Question parlementaire avec demande de réponse écrite – Reconnaissance des chênaies et châtaigneraies dans la nouvelle règlementation de la PAC 2014-2020

Avec mes collègues, j'adressais une question parlementaire avec demande de réponse écrite, le 14 avril 2015, pour demander la reconnaissance des chênaies et châtaigneraies dans la nouvelle règlementation de la PAC 2014-2020.

Question

Dans le cadre de la PAC 2014‐2020, des discussions sont en cours afin de définir les surfaces qui seront considérées comme admissibles à la dotation des droits de paiements de base (DPB).

Une attention particulière a été apportée aux surfaces où la ressource herbacée n’est pas prédominante, mais qui sont pourtant pâturables par les animaux. Plus précisément, il semblerait que certaines surfaces de type «bois fermés», en l’occurrence les chênaies et châtaigneraies, ne soient pas admissibles. Or, ces surfaces répondent à des fonctions d’alimentation spécifiques, et à ce titre, indispensables à l’alimentation des troupeaux et à l’autonomie alimentaire des exploitations.

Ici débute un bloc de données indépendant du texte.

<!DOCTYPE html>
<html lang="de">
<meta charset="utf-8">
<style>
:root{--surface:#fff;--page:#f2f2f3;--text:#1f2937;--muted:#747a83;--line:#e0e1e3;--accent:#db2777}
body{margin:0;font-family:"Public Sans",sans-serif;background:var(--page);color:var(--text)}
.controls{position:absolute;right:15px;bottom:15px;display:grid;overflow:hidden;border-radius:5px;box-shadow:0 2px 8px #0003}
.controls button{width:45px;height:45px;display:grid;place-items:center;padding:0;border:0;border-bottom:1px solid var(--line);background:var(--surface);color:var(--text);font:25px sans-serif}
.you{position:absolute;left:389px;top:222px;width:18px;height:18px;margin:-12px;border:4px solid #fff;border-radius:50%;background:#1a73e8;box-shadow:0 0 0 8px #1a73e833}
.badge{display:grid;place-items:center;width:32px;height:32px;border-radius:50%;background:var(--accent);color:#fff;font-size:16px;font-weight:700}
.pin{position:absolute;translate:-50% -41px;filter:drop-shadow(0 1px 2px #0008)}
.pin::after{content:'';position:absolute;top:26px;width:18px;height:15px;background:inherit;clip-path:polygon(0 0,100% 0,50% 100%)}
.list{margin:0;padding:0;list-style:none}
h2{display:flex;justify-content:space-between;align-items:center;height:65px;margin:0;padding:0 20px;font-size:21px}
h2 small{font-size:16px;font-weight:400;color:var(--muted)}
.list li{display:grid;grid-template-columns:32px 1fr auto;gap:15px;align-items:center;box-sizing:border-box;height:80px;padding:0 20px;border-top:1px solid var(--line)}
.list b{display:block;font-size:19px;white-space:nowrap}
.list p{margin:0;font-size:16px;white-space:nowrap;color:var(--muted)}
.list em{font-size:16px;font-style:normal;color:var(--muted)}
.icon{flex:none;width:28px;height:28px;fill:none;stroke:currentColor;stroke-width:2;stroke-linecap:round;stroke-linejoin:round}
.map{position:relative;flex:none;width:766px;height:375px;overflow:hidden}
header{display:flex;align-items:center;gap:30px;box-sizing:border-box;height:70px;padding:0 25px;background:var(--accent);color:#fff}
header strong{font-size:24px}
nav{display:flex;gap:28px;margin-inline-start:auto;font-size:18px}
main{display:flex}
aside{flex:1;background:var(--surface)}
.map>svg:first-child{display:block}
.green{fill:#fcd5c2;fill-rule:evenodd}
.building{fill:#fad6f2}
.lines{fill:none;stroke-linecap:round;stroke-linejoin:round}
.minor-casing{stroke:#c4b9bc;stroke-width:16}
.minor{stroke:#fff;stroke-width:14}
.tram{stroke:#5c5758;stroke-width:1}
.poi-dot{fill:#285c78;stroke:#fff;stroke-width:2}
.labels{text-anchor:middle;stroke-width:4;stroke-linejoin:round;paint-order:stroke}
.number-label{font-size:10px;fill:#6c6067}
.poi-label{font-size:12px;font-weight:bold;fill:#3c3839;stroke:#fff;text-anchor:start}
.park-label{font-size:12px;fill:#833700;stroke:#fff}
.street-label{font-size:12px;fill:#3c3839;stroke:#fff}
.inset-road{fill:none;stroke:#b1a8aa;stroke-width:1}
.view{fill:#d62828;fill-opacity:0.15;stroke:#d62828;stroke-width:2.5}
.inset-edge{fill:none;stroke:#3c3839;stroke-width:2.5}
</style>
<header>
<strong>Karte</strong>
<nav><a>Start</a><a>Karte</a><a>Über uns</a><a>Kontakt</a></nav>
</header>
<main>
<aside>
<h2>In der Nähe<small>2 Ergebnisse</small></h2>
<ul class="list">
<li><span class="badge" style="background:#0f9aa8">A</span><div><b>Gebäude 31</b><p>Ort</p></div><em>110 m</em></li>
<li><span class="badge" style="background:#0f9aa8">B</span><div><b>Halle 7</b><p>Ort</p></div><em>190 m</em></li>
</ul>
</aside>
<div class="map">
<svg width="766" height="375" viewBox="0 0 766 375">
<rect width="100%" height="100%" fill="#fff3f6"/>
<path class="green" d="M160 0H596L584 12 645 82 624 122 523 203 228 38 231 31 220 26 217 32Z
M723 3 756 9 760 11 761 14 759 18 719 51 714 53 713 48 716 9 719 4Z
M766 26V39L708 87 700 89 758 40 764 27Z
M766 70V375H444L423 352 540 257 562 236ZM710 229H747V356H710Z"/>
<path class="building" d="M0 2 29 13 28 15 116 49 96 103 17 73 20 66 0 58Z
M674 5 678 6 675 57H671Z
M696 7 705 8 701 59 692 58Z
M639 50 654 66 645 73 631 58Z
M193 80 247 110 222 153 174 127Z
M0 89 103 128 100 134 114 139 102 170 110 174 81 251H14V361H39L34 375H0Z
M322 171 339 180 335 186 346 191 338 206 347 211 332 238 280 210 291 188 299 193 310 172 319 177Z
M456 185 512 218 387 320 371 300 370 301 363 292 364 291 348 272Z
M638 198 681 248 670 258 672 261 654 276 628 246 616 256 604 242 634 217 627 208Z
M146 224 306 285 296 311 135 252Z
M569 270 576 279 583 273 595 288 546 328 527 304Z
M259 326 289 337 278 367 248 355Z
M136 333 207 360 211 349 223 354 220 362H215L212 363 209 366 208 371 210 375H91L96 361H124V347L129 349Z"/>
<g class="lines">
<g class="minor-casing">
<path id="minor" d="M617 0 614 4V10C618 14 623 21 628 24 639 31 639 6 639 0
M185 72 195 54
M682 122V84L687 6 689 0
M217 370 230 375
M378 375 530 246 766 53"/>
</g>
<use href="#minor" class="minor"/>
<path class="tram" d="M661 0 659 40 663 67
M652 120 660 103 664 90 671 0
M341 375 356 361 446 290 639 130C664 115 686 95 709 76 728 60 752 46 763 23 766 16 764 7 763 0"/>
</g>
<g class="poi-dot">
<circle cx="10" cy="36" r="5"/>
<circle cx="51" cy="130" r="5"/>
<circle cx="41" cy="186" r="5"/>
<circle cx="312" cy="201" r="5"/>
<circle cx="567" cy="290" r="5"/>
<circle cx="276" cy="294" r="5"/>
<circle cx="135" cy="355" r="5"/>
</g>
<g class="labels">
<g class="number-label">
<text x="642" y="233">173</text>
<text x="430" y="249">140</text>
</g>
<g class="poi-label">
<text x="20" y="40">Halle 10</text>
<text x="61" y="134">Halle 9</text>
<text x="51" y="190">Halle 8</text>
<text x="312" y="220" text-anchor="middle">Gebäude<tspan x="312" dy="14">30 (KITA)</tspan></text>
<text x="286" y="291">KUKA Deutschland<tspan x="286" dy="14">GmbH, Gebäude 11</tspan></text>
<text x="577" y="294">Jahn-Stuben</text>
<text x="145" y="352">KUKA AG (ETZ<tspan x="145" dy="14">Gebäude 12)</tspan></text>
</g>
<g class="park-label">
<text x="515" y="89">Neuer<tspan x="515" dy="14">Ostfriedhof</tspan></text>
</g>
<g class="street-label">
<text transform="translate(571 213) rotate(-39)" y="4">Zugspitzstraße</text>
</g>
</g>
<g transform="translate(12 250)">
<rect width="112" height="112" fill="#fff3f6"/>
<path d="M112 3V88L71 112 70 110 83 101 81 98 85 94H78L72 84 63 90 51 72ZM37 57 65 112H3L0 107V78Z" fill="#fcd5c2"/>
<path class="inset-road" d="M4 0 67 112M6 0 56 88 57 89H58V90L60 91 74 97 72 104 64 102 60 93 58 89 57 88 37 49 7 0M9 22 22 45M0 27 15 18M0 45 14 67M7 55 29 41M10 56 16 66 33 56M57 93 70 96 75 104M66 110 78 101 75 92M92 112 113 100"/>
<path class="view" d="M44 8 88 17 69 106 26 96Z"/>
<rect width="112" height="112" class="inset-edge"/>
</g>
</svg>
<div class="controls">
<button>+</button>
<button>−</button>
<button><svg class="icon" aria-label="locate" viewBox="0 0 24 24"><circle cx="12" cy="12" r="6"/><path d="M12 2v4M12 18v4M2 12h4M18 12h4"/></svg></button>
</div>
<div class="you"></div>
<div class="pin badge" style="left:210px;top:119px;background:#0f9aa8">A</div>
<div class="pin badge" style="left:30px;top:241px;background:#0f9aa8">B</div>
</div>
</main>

En 2011, l’ex-commissaire européen à l’agriculture, Dacian Cioloș, dans une réponse à une question écrite posée par le député européen Michel Dantin sur la même thématique, a précisé que les «zones recouvertes en tout ou en partie, non seulement d’herbe et autres plantes fourragères herbacées, mais aussi d’un certain nombre d’autres espèces appropriées pour le pâturage, telles que des espèces ligneuses, sont admissibles à condition qu’une activité agricole soit exercée dans la zone et que les herbes et autres plantes fourragères herbacées restent prédominantes».

Par conséquent, pourquoi la Commission envisage-t-elle dans sa nouvelle règlementation de la PAC 2014‐2020 de revenir sur cette définition sachant qu’il s’agit d’un dossier primordial pour la survie de l’élevage ovin extensif.

Signataires: Nadine Morano (PPE) , Françoise Grossetête (PPE) , Angélique Delahaye (PPE) , Anne Sander (PPE) , Michel Dantin (PPE), Franck Proust (PPE)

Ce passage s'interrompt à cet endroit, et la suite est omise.